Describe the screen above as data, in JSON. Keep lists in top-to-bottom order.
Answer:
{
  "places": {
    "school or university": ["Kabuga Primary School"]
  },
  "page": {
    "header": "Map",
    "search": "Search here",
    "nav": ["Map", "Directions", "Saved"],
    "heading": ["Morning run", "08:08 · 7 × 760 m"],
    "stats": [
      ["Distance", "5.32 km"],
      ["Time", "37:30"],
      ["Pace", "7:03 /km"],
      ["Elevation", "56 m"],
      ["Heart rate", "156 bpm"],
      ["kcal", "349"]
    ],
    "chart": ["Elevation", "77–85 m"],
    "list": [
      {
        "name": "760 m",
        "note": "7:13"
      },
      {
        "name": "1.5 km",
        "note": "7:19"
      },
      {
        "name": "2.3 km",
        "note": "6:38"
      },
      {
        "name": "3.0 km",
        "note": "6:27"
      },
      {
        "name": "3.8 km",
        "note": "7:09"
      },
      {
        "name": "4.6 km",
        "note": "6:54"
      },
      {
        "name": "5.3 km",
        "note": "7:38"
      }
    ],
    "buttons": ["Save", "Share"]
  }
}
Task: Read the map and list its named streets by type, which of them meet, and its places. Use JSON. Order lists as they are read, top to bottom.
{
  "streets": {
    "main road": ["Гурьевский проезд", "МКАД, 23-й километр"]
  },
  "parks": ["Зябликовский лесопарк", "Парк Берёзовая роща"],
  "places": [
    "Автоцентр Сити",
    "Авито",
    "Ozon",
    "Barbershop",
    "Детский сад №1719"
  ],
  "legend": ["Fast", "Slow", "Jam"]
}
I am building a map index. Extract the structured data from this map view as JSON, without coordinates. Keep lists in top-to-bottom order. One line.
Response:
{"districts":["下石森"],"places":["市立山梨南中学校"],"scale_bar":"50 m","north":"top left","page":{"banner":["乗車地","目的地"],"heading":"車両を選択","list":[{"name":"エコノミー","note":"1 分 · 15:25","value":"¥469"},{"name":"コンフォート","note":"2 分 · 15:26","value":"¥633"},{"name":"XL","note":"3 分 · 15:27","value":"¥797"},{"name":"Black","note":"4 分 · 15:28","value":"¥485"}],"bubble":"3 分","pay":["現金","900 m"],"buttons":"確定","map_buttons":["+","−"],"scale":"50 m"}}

○ ○ ○

Copy out each line of the entries above that holds "Keep".

Describe the screen above as data, in JSON. Keep lists in top-to-bottom order.
I am building a map index. Extract the structured data from this map view as JSON, without coordinates. Keep lists in top-to-bottom order. One line.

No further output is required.